REQUIREMENT.
Scan the entries below. Report each line where the string "stream" occurs.

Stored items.
□ □ □ □ □ □ □
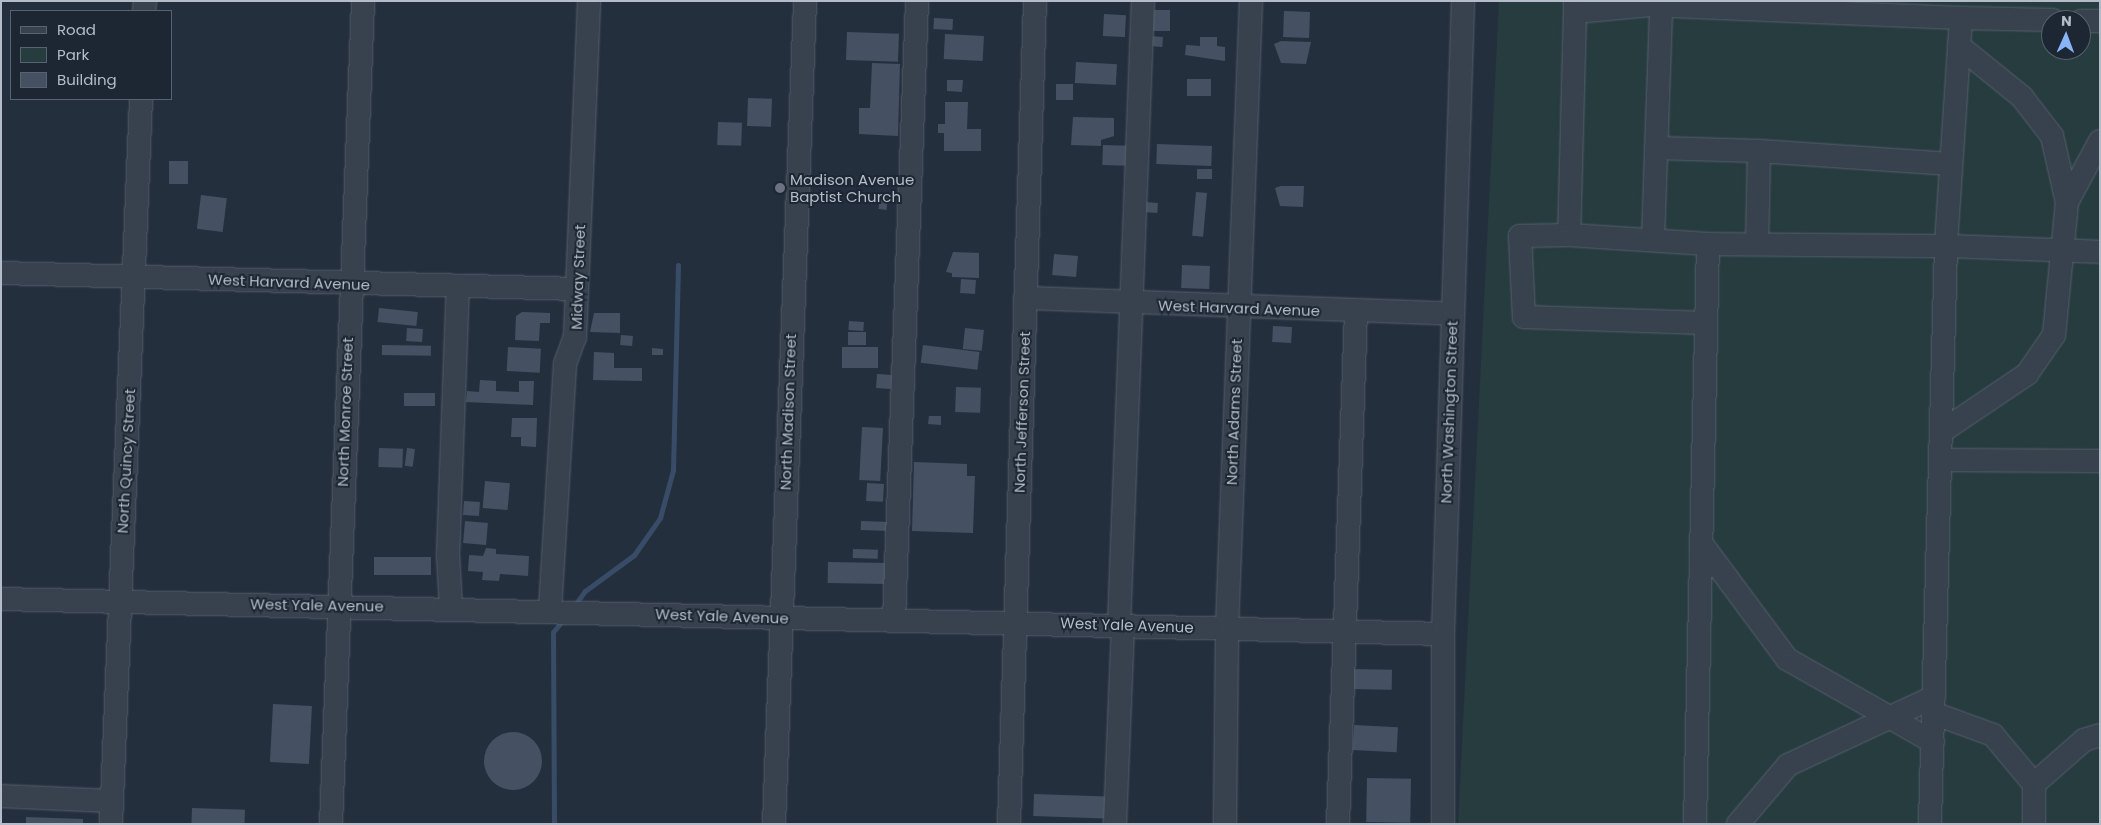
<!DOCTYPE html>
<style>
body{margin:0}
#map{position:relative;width:2101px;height:825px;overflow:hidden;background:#242f3e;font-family:Poppins,sans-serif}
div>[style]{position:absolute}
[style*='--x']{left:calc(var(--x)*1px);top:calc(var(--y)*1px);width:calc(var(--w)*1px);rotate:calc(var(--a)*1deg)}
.green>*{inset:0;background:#263c3f}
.stream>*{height:5px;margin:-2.5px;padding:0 2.5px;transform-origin:2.5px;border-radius:2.5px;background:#394c67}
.building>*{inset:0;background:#455162;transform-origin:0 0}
.round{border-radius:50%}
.roads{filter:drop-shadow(0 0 1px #565f6c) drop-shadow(0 0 1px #565f6c)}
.minor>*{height:22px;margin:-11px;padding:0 11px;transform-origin:11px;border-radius:11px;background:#38414e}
.dots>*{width:14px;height:14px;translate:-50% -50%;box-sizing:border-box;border:2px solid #1d2633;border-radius:50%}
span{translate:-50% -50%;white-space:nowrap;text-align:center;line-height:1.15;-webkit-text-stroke:4px #1d2633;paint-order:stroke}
.poi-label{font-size:15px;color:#b4bcc9}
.left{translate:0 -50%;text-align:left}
.street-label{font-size:15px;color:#b4bcc9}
.frame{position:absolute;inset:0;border:2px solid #b4bcc9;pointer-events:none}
.legend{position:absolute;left:10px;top:10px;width:162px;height:90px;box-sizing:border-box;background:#1d2633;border:1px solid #59626f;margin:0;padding:6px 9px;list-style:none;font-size:15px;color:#b4bcc9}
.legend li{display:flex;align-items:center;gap:10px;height:25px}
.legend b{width:25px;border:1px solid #59626f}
.north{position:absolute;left:2041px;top:10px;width:50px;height:50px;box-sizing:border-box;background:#1d2633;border:1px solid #59626f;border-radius:50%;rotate:2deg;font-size:14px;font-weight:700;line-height:20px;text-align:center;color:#b4bcc9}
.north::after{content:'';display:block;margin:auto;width:18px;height:22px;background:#8ab4f8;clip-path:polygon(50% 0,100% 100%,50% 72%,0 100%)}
</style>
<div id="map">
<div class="green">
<i style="clip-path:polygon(evenodd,1499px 1px,2100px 1px,2100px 824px,1458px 824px,1499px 1px,2051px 20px,2081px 20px,2081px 50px,2051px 50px,2051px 20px)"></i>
</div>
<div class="stream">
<i style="--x:574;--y:606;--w:19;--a:-54"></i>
<i style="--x:585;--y:591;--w:61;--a:-36.3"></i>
<i style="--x:634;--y:555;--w:45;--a:-54.9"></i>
<i style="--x:660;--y:518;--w:50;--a:-74.8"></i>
<i style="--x:673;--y:470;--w:205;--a:-88.6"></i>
<i style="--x:554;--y:824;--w:192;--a:-90.3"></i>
<i style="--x:553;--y:632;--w:17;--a:-50"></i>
</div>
<div class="building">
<i style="left:1152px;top:10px;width:18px;height:21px"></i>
<i style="left:1284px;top:11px;width:26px;height:26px;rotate:2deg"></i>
<i style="left:1104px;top:14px;width:22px;height:22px;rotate:3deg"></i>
<i style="left:934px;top:18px;width:19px;height:11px;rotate:3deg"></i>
<i style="left:847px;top:32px;width:52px;height:28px;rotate:2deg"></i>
<i style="left:945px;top:34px;width:39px;height:25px;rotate:3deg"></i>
<i style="left:1150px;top:36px;width:13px;height:10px;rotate:4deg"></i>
<i style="clip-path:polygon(1200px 37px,1217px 37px,1217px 46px,1225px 47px,1225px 61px,1185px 55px,1186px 45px,1200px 46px)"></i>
<i style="clip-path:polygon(1281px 41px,1311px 42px,1306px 64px,1281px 63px,1274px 44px)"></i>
<i style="left:1076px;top:62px;width:41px;height:21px;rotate:3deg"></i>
<i style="clip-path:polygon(872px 63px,900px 64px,898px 136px,859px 134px,859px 108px,870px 108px)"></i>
<i style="left:1187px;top:79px;width:24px;height:17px"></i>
<i style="clip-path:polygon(947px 80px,963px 80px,962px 92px,947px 91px)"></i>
<i style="left:1056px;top:84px;width:17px;height:16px"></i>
<i style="left:748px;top:98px;width:24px;height:28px;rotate:2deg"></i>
<i style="clip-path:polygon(945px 102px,968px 102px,967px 129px,981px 129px,981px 151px,944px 151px,944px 133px,938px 133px,938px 124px,945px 124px)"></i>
<i style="clip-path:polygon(1073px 117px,1114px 118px,1114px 136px,1101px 140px,1101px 146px,1071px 145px)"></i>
<i style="left:718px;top:122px;width:24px;height:23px;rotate:2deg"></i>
<i style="left:1157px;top:144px;width:55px;height:20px;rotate:2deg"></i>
<i style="left:1103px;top:145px;width:25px;height:20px;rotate:2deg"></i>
<i style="left:169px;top:161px;width:19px;height:23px"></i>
<i style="left:1197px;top:169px;width:15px;height:10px"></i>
<i style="clip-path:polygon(1281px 186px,1304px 186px,1303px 207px,1280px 206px,1275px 188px)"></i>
<i style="left:1196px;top:192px;width:11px;height:44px;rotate:5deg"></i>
<i style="left:201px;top:195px;width:26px;height:34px;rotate:7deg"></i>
<i style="left:880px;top:197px;width:8px;height:12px;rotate:7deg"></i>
<i style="left:1145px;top:202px;width:13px;height:10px;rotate:4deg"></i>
<i style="clip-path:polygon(953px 252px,979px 253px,979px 278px,952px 277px,952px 273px,946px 272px)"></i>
<i style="left:1054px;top:254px;width:24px;height:21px;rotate:5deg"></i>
<i style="left:1182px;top:265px;width:28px;height:23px;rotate:2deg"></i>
<i style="left:961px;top:279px;width:15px;height:14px;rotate:4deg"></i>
<i style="left:379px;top:308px;width:39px;height:14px;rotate:6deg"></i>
<i style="clip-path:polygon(522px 312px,550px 313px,550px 323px,540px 323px,539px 341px,515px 340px,516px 316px)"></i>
<i style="clip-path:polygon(594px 313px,620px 313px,620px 333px,590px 332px)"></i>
<i style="left:849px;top:321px;width:15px;height:9px;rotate:4deg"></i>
<i style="left:1273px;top:326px;width:19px;height:16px;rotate:3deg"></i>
<i style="left:407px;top:328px;width:16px;height:13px;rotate:4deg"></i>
<i style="left:965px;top:328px;width:19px;height:21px;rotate:6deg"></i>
<i style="left:848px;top:332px;width:18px;height:13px"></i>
<i style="left:621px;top:335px;width:12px;height:10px;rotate:5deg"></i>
<i style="left:382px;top:345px;width:49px;height:10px;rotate:1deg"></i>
<i style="left:923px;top:345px;width:57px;height:18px;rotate:7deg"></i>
<i style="left:508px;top:347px;width:33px;height:24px;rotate:3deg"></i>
<i style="left:842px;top:347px;width:36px;height:21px"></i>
<i style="clip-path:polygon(652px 348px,663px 349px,663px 355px,652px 355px)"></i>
<i style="clip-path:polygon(594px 352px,614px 353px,614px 368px,642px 368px,642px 381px,593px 380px)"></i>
<i style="left:877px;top:374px;width:15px;height:14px;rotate:4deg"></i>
<i style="clip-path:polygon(480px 380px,496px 381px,496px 391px,519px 392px,519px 381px,534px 381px,533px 405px,466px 402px,467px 391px,479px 392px)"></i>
<i style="left:956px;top:387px;width:25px;height:25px;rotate:2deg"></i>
<i style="left:404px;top:393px;width:31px;height:13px"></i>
<i style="clip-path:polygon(929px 416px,941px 416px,941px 425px,928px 424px)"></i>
<i style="clip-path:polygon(512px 418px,537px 418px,536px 447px,521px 446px,521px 437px,511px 437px)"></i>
<i style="left:862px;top:427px;width:21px;height:53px;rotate:3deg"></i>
<i style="left:379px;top:448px;width:24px;height:19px;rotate:2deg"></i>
<i style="left:407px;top:448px;width:8px;height:18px;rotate:7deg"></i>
<i style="clip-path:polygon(914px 462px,967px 464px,967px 476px,975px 476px,973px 533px,912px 531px)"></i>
<i style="left:485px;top:481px;width:25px;height:27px;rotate:5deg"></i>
<i style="left:867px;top:483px;width:17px;height:18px;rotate:3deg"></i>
<i style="left:464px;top:501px;width:16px;height:14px;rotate:4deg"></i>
<i style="left:465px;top:521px;width:23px;height:22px;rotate:5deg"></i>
<i style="left:861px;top:521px;width:29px;height:9px;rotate:2deg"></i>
<i style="clip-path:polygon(486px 548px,496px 549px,496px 554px,529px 556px,528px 576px,500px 574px,499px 581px,482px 580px,483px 572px,468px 571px,469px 555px,483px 556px)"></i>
<i style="left:853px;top:549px;width:25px;height:9px;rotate:2deg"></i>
<i style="left:374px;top:557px;width:57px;height:18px"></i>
<i style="left:828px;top:562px;width:61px;height:21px;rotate:1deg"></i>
<i style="left:1349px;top:669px;width:43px;height:20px;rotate:1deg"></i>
<i style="left:273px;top:704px;width:39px;height:58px;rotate:3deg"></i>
<i style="left:1354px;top:725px;width:44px;height:25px;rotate:3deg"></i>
<i class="round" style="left:484px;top:732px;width:58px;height:58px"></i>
<i style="left:1367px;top:778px;width:44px;height:44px;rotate:1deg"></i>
<i style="left:1034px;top:794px;width:72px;height:22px;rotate:2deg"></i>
<i style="left:192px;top:808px;width:53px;height:16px;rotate:2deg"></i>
<i style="clip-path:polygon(26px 817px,83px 819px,83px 824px,26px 824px)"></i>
</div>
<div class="roads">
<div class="minor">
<i style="--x:1575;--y:1;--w:11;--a:90"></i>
<i style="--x:1575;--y:12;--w:75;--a:-5.3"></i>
<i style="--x:1650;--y:5;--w:4;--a:-76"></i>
<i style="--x:1650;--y:5;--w:311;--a:2.4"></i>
<i style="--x:1961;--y:18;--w:228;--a:93.8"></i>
<i style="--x:1946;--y:246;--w:154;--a:2.2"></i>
<i style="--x:144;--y:11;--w:10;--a:-84"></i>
<i style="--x:1575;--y:12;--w:223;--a:91.5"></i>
<i style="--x:1569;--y:235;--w:49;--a:178.8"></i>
<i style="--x:1520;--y:236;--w:81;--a:87.2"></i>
<i style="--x:1524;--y:317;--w:182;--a:1.9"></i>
<i style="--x:1961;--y:18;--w:92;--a:1.2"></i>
<i style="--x:2081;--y:21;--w:19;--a:0"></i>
<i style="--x:1656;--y:148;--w:103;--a:1.7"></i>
<i style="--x:1759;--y:151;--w:93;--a:91.2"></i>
<i style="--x:1759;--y:151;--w:192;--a:3.9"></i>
<i style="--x:2067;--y:202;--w:69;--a:-61.6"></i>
<i style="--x:1569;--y:235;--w:139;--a:3.7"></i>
<i style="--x:1653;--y:240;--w:234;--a:-88"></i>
<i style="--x:1;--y:273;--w:576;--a:1.59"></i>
<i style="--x:1025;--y:298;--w:427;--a:2.1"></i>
<i style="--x:1941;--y:432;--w:104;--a:-34"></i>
<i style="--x:2027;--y:374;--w:47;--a:-55.3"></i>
<i style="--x:2054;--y:335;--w:134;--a:-84.4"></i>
<i style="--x:2067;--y:202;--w:68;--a:-102.8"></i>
<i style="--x:2052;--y:136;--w:49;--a:-127.6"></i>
<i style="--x:2022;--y:97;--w:81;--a:-141"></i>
<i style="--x:1940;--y:460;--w:160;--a:0.4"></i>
<i style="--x:1701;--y:543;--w:144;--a:53.4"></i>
<i style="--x:1787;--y:659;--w:168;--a:29.6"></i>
<i style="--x:1;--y:599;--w:1442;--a:1.39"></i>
<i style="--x:451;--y:608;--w:53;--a:-93.2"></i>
<i style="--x:448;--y:555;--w:269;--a:-87.9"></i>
<i style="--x:550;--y:610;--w:246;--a:-86.5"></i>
<i style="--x:565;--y:364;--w:29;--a:-70"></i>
<i style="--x:575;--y:337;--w:336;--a:-87.6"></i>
<i style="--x:894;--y:620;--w:619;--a:-87.87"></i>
<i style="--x:1119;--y:625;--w:624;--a:-87.8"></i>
<i style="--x:1933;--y:713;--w:64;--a:20.1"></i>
<i style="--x:1993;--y:735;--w:64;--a:50.1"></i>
<i style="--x:2034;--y:784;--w:40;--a:90"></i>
<i style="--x:2034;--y:784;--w:67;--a:-41.3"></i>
<i style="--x:2084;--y:740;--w:17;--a:-17"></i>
<i style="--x:1;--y:796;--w:110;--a:2.6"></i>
<i style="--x:111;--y:824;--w:726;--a:-87.63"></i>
<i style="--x:331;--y:824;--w:824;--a:-87.77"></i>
<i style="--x:774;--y:824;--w:824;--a:-87.84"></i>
<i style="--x:1009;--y:824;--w:823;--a:-88.19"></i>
<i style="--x:1115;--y:824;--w:199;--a:-87.7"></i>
<i style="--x:1225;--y:824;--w:196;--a:-89.4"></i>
<i style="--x:1227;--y:628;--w:627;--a:-87.81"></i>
<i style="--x:1338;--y:824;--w:512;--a:-87.99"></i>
<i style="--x:1443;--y:824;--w:190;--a:-90"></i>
<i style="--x:1443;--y:634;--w:633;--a:-88.19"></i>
<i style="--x:1695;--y:824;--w:580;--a:-88.72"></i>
<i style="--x:1708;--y:244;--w:238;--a:0.5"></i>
<i style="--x:1946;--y:246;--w:578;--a:91.59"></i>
<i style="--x:1738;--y:824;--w:77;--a:-49.7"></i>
<i style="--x:1788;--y:765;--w:161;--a:-25"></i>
</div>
</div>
<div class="dots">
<i style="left:780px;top:188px;background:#6b7280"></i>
</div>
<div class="poi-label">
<span class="left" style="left:790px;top:188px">Madison Avenue<br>Baptist Church</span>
</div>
<div class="street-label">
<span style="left:578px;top:277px;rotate:-88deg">Midway Street</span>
<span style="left:289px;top:282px;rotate:2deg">West Harvard Avenue</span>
<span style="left:1239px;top:308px;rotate:2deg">West Harvard Avenue</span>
<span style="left:345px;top:412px;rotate:-88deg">North Monroe Street</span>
<span style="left:788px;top:412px;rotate:-88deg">North Madison Street</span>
<span style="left:1022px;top:412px;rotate:-88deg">North Jefferson Street</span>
<span style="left:1234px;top:412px;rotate:-88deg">North Adams Street</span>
<span style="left:1449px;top:412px;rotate:-88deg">North Washington Street</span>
<span style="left:126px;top:461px;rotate:-87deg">North Quincy Street</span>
<span style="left:317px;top:605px;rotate:1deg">West Yale Avenue</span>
<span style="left:722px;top:616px;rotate:2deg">West Yale Avenue</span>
<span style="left:1127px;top:625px;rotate:2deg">West Yale Avenue</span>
</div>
<div class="frame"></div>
<ul class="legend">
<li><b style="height:6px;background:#38414e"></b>Road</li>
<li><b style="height:14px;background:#263c3f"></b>Park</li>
<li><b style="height:14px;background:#455162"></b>Building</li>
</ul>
<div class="north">N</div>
</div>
□ □ □ □ □ □ □
OUTPUT OF THE TASK.
.stream>*{height:5px;margin:-2.5px;padding:0 2.5px;transform-origin:2.5px;border-radius:2.5px;background:#394c67}
<div class="stream">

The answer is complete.